In his epistles, Paul established decrees on many facets of the faith to preserve the church's unity as Christ commanded. Paul encourages us in 1 Corinthians 1:10-11: "I appeal to you, brothers, by the name of our Lord Jesus Christ, that all of you agree and that there be no divisions among you, but that you be united in the same mind and the same judgment. For... there is quarreling among you."

In light of this instruction, we agree to preserve our unity on the issues listed below that tend to cause division in churches today. While we may engage in respectful dialogue on the following issues we will not seek to divide or act divisively regarding our personal preferences on these issues.

Marriage, Sex and Divorce

Scripture says that marriage is a God-ordained institution that involves a life-long vow between a man and a woman (e.g. Gen. 2:24; Mic. 2:14) and sex is prohibited outside of this bond (e.g. 1 Cor. 6:15-7:5; Rom. 1:26-27). While scripture permits divorce in rare cases (e.g. Mt. 5:31-32, 19:3-9; 1 Cor. 7:15), we will first encourage reconciliation to a couple that's in trouble by exhorting them to rely upon God's readiness to forgive sin and restore lives (e.g. Mt. 19:3-9; 1 Cor. 7:10-16).

Corporate Worship

We will do our best not to focus on our own preferences in the style of music, use of art or other forms of worship, but focus on giving God glory and learning His truth (e.g. 1 Cor. 11:17-34).

Men & Women's Involvement

Both men and women will be welcomed by the leadership to serve in staff positions, lead small groups, lead worship, serve communion, baptize, teach and serve as deacons and in all of our ministries. While scripture says that only men will serve as elders/pastors (e.g. 1 Timothy 3:2 and Titus 1:6), this practice should by no means dissuade women in our church to lead in any other venue and share their wisdom, gifts and commitment to fulfilling the church's mission.


Scripture includes many instances where alcohol is moderately consumed and doesn’t prohibit drinking alcohol (e.g. Deut. 14:26; Jn. 2:6-10; 1 Tim. 5:23).  Therefore, we are free to drink in moderation. However, scripture also commands us to be disciplined in order to avoid the sins of: drunkenness, alcoholism, violating governmental laws (such as under-age drinking) and becoming a stumbling block to the weak by refusing to love them well by abstaining (e.g. Ecc. 10:17; Eph. 5:18; Rom. 14:21; 1 Cor. 10:23-33; 1 Pet. 2:13-17).


Scripture requires us to love as Christ has loved us by rescuing fellow Christians from sin in order to promote repentance and peace (Js. 5:19-20; 2 Cor. 5:18-20‪).
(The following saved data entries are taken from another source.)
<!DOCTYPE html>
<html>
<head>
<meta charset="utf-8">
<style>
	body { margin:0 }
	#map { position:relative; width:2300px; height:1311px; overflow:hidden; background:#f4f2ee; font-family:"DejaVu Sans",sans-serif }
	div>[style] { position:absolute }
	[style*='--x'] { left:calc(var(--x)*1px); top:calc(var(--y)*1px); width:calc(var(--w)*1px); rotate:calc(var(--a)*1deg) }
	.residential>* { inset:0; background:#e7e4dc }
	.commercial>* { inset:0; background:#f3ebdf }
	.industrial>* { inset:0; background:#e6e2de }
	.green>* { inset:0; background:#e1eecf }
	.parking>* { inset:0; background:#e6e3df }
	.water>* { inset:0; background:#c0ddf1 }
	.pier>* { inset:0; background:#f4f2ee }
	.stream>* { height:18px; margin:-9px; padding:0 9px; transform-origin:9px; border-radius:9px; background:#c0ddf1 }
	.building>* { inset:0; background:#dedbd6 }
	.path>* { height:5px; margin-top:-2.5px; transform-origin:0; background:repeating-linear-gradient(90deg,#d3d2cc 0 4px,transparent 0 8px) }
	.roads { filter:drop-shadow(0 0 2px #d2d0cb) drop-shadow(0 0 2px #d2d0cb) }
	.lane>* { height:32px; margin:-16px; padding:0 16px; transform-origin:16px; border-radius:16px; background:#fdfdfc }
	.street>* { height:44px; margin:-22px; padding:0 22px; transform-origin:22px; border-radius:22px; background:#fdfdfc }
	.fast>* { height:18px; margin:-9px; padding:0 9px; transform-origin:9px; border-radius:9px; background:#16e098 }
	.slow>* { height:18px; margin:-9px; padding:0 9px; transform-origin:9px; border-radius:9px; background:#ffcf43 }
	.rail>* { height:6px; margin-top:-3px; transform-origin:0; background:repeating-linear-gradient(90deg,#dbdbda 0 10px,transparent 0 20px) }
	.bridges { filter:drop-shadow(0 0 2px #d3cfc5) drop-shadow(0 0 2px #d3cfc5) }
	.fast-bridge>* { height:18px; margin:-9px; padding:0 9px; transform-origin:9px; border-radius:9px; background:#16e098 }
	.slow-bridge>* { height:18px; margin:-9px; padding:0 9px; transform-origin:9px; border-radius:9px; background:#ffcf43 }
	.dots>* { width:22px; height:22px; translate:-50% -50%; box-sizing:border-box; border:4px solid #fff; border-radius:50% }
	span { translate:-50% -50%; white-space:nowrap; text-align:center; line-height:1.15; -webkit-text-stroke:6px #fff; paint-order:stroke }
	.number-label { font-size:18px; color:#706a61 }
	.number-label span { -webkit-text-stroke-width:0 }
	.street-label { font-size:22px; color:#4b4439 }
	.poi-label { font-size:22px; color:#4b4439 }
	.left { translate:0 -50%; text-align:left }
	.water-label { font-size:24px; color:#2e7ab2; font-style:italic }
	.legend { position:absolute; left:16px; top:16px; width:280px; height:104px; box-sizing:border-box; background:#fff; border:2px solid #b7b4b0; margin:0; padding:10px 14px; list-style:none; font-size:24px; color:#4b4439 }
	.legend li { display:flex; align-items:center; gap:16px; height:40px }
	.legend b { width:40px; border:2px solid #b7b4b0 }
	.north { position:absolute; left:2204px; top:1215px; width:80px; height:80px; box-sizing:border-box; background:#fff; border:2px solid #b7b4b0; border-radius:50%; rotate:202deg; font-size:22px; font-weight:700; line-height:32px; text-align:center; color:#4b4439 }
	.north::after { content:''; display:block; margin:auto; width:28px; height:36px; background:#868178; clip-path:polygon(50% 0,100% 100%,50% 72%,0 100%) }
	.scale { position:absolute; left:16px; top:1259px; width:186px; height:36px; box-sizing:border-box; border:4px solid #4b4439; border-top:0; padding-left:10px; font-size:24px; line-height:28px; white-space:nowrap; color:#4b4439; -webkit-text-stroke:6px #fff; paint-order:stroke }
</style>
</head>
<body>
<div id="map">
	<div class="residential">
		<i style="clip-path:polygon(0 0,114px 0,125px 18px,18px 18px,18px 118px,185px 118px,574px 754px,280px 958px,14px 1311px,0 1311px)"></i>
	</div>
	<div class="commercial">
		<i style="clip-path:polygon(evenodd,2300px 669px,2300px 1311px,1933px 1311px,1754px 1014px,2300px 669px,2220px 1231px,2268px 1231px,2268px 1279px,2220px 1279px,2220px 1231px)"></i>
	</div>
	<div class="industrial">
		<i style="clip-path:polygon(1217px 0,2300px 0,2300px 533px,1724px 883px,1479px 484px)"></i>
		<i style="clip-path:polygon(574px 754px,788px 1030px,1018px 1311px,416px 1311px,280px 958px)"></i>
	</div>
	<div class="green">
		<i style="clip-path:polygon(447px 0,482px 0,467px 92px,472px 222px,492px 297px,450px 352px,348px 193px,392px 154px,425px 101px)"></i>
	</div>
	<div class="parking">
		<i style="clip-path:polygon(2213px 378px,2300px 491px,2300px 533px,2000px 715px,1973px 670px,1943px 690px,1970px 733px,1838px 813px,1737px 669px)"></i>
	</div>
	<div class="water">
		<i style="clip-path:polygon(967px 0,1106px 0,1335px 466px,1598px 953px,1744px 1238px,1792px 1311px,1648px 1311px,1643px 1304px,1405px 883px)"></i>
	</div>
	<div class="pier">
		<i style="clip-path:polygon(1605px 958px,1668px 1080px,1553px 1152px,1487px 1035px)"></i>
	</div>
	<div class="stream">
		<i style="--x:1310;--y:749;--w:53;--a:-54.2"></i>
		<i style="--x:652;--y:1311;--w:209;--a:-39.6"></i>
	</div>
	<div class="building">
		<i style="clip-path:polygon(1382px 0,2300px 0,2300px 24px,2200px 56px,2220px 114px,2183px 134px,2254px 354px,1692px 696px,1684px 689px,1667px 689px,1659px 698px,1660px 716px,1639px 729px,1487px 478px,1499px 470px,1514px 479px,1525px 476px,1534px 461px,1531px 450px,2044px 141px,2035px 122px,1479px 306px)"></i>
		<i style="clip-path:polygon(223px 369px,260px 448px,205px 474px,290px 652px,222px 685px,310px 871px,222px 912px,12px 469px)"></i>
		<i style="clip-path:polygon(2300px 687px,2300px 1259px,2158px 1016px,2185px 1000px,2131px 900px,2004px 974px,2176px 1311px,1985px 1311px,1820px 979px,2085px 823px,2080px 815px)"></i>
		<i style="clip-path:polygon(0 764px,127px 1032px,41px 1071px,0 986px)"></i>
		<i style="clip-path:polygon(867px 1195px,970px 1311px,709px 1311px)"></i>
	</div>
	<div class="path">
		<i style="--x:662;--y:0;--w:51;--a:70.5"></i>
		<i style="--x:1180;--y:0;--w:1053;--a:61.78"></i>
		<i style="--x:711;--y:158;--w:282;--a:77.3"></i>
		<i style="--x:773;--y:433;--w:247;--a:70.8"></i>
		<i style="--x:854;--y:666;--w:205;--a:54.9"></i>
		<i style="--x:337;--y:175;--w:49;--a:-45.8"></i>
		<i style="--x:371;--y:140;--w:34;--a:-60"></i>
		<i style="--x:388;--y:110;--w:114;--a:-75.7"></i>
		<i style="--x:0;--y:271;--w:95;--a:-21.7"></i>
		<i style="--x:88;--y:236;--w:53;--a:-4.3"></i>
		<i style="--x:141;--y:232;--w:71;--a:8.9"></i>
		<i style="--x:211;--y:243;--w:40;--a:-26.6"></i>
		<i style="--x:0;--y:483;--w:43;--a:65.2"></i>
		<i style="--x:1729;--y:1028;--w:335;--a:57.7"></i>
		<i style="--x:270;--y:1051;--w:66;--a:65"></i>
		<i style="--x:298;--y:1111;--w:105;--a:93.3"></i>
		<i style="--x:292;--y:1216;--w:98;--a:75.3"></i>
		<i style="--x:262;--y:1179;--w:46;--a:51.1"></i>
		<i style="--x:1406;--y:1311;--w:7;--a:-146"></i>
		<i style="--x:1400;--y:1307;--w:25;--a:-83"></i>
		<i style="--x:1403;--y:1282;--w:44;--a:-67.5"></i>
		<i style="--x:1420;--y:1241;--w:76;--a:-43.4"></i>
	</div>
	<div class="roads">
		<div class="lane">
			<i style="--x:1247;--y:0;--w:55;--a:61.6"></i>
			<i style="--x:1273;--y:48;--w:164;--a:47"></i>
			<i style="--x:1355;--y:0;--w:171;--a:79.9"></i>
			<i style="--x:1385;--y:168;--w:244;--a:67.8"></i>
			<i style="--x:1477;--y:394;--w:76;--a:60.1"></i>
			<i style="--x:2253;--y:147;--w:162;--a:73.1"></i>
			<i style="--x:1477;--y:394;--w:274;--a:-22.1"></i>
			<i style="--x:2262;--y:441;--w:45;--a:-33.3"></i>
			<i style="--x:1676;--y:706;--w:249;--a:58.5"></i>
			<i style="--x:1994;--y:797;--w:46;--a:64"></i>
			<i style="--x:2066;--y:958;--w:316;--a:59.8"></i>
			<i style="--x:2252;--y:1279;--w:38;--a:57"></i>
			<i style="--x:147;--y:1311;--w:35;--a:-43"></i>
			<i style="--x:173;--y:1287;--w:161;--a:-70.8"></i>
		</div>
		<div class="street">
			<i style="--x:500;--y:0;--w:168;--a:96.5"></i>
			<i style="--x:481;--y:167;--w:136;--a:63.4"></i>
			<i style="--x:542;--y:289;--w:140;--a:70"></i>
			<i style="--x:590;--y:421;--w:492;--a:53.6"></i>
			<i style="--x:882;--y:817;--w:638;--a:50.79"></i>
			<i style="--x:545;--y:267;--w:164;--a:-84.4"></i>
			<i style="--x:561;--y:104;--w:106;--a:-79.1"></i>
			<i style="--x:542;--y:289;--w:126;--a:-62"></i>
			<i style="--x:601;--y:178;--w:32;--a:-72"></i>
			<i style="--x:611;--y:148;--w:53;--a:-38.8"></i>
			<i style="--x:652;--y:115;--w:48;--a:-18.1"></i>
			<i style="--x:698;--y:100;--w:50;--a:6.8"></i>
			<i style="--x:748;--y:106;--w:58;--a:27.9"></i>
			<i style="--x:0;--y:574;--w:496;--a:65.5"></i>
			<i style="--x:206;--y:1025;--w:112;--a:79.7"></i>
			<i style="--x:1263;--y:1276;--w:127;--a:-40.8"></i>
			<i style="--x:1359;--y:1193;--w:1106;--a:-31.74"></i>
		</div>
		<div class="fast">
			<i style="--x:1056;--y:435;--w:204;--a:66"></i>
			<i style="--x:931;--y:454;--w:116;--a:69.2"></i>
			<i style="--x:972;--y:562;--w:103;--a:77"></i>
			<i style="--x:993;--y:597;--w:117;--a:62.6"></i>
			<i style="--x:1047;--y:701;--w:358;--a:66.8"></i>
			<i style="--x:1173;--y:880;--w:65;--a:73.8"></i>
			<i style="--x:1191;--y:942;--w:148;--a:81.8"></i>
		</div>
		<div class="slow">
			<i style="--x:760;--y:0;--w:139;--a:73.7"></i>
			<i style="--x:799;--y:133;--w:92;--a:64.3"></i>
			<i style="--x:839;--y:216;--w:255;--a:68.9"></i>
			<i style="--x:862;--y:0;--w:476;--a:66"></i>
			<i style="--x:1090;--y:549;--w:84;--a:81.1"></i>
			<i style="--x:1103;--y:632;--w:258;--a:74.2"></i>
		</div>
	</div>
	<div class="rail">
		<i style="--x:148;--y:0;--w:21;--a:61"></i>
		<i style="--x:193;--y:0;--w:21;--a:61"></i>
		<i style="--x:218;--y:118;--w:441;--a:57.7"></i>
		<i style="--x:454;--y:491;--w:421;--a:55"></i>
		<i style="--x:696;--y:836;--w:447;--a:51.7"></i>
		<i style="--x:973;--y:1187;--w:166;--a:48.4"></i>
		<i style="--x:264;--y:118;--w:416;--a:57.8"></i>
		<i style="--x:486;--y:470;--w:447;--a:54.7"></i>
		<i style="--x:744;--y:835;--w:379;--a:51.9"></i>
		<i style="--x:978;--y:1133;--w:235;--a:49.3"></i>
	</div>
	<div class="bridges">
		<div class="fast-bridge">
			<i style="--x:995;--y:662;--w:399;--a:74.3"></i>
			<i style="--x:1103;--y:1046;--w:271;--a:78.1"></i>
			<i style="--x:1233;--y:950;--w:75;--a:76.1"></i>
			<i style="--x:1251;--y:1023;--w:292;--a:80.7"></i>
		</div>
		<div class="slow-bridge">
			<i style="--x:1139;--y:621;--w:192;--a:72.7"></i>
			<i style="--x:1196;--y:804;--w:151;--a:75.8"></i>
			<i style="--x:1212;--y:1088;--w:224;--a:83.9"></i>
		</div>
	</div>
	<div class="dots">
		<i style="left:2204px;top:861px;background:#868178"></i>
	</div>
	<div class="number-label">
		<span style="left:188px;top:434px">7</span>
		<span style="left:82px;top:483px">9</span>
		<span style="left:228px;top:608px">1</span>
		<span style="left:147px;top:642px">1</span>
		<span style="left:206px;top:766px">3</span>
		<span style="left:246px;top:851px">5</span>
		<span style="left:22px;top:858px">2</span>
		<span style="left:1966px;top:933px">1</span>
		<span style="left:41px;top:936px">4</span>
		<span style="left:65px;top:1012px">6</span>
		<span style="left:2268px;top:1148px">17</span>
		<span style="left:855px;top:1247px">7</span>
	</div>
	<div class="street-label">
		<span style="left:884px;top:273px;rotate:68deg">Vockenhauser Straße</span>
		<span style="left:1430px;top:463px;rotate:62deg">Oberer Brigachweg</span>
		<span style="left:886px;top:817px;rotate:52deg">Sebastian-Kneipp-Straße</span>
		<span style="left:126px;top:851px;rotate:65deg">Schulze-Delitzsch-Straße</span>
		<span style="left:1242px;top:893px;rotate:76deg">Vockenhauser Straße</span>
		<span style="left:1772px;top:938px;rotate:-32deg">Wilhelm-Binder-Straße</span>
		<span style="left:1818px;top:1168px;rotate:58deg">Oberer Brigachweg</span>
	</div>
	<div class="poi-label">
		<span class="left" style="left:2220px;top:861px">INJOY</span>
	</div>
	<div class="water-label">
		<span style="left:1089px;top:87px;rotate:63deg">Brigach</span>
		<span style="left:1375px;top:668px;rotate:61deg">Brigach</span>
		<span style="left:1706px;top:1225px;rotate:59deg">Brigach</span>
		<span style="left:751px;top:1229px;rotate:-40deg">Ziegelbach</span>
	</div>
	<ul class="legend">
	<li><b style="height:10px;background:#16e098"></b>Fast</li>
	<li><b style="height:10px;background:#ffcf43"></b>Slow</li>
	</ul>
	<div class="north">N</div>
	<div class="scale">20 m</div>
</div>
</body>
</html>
So, from the outset of a conflict or offense, we will begin by removing any sin in our lives (Matt. 7:5) and praying for God’s wisdom (Js. 1:5). After that will we maturely approach the offender with a spirit of gentleness (Gal. 6:1) and follow the process that Jesus suggested in Matt. 18:15-17. This scripture tells us to first address the offender alone about his sin for the purpose of restoration. If that fails, we are to go to the offender again with one or two others in order to establish the charge with witnesses and bring him to repentance. If that doesn’t succeed, Jesus instructs us to “tell it to the church” (meaning Christians only, which is different from our public worship gatherings which include non-Christians). Since the elders oversee the church, they will lead the process at this point and may bring the matter before Redeemer’s Partners as a final effort to restore the offender. Should the offender still persist, Jesus tells us to ”treat them as a Gentile and tax collector” or non-Christian and therefore he will be excluded from communion (1 Cor. 11:27-32) and Partnership with Redeemer. If the offender could continue to harm others, cause division or jeopardize our Gospel mission to the world, the elders may also remove him from attending Redeemer (Titus 3:10;1 Cor. 5). Finally, if the offender is an elder himself, he will be rebuked in front of all Redeemer attendees (1 Tim. 5:17-20). Again, our aim is to restore the offender to a right fellowship with God and His church. So, at any point, if the offender repents, we will re-affirm our love, forgive, comfort and seek to prevent him or her from being overwhelmed by excessive sorrow (2 Cor. 2:7-8).

*Since issues that threaten church unity rise & fall over time, it is expected that the leadership of RCC will update this statement from time-to-time.